*What you should do:* Looking at the entries, how many lines hold the word "Formación"? State the number by itself.

*Provided data:*
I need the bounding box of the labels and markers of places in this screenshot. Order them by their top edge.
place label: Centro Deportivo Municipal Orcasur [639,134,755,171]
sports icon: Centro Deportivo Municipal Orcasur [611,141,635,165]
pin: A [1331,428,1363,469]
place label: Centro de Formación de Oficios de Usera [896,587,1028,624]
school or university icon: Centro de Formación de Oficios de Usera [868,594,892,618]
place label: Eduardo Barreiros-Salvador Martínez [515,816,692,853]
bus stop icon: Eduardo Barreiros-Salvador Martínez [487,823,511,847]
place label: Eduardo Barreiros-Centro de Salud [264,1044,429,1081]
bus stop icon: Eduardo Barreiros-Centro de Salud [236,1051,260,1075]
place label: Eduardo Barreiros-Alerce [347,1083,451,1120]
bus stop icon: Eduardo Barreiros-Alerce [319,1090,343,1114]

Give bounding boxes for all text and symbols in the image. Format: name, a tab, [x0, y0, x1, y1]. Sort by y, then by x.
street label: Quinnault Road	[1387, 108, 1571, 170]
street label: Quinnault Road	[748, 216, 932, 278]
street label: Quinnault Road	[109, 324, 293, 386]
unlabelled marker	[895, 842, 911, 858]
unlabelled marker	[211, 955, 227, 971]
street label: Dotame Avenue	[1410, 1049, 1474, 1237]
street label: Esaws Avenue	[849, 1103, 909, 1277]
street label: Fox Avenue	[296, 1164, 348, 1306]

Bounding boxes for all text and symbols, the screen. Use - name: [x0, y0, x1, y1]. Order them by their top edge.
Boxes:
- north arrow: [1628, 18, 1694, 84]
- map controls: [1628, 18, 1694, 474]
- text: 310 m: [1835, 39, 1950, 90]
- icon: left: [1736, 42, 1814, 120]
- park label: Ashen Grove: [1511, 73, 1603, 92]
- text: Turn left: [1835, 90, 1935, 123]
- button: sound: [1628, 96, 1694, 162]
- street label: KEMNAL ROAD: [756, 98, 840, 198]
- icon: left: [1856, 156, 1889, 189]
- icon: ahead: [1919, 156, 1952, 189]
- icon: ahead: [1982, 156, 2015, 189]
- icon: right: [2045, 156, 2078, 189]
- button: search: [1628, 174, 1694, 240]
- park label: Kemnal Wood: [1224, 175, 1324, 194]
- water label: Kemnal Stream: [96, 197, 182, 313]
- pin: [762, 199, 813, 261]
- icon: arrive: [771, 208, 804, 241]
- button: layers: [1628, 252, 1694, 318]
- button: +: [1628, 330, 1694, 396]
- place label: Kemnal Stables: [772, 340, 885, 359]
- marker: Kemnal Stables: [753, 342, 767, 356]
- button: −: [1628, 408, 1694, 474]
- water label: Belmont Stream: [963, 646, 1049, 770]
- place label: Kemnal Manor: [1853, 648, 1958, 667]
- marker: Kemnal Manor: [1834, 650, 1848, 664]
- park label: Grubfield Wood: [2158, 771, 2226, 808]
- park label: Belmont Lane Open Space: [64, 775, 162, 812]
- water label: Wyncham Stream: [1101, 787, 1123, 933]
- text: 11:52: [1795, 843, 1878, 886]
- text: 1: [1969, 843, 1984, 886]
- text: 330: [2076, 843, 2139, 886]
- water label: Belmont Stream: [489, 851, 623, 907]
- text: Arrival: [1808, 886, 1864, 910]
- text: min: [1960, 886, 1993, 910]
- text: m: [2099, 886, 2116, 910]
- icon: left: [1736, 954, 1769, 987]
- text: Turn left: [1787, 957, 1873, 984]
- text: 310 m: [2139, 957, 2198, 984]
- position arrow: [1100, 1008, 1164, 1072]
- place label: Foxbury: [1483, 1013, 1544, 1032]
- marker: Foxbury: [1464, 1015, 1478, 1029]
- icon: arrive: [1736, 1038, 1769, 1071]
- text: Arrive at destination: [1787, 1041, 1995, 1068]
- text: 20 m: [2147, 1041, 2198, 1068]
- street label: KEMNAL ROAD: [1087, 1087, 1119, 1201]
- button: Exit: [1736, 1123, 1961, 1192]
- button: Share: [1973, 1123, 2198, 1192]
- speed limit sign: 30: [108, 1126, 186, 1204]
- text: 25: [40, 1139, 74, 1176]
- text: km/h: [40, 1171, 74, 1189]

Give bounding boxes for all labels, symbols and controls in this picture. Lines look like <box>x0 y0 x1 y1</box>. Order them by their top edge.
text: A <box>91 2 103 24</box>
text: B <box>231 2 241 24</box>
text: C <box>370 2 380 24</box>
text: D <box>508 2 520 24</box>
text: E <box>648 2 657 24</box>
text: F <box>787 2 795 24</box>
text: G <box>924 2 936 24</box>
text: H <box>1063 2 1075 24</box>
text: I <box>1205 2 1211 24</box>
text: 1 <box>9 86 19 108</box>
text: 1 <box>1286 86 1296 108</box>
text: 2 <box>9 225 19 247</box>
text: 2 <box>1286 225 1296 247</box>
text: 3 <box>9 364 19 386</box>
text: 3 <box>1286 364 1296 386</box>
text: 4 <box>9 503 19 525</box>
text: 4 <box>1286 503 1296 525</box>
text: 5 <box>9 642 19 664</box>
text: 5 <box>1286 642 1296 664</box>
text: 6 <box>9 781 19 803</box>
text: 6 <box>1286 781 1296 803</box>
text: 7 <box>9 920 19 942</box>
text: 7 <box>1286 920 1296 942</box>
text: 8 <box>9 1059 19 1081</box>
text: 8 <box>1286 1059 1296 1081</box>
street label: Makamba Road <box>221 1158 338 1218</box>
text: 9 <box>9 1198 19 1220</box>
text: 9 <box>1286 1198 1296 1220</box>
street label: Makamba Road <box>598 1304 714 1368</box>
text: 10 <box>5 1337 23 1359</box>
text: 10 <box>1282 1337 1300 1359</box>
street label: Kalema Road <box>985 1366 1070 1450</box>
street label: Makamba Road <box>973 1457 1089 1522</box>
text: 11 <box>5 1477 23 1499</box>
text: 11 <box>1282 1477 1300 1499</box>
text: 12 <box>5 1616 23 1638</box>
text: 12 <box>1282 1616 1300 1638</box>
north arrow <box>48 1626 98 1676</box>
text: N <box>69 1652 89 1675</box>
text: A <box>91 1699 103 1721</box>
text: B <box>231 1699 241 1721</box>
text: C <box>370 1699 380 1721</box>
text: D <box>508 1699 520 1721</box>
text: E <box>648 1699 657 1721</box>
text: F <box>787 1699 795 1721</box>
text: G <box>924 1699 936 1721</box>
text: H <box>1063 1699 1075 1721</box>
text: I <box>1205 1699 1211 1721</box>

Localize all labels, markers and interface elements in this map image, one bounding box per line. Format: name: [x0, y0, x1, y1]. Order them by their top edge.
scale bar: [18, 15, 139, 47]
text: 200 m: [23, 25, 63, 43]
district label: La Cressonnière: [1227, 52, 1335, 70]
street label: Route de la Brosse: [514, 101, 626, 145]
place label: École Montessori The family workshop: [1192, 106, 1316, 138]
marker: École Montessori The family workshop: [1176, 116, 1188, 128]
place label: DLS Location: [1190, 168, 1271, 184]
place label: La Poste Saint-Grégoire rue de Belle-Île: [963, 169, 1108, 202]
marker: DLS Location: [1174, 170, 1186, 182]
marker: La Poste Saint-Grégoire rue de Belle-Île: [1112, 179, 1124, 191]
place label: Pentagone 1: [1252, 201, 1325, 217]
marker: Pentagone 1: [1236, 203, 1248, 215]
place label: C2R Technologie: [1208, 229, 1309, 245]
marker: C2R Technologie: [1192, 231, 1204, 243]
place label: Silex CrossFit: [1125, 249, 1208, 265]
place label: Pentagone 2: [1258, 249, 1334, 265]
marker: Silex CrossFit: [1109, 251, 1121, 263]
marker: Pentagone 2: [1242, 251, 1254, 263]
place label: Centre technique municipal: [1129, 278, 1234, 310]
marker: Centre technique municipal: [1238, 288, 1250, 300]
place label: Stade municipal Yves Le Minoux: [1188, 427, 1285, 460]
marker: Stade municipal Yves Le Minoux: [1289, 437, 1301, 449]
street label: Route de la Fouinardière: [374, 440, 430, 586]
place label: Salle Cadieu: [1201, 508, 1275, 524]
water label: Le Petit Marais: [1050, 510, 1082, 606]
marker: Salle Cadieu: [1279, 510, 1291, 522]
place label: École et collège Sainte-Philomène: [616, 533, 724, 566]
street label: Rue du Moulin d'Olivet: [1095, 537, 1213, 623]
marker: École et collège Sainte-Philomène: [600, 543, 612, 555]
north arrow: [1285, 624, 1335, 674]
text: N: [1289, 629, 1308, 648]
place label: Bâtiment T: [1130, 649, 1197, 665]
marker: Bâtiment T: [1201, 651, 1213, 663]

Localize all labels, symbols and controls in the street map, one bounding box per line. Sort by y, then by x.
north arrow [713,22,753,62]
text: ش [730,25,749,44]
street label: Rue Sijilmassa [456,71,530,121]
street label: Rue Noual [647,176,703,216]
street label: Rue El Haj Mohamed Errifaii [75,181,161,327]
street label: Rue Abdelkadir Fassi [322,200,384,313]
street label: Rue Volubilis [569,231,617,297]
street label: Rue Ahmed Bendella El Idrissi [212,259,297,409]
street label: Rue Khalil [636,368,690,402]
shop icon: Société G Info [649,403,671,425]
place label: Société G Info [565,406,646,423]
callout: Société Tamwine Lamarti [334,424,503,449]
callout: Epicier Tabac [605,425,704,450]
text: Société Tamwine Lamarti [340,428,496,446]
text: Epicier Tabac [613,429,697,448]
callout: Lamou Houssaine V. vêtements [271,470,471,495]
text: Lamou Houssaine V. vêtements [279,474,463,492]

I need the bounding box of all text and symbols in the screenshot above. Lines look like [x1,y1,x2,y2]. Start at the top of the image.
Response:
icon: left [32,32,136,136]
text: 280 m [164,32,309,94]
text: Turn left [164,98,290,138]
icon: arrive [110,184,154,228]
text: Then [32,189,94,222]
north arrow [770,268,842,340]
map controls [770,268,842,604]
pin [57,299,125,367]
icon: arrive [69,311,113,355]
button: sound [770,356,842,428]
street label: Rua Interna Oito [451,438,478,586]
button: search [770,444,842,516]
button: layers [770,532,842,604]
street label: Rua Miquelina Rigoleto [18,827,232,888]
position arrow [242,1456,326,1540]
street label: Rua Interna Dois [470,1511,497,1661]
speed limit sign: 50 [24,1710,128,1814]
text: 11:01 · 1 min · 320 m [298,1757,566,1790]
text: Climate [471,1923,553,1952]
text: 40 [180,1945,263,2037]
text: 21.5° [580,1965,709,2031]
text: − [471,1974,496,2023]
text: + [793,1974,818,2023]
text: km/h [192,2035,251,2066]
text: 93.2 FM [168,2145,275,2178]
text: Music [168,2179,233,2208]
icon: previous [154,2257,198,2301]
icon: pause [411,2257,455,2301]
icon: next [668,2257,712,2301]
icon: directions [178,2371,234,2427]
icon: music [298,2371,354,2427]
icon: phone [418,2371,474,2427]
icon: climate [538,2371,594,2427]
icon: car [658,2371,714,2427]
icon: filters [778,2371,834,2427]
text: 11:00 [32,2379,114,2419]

*Output below:* 2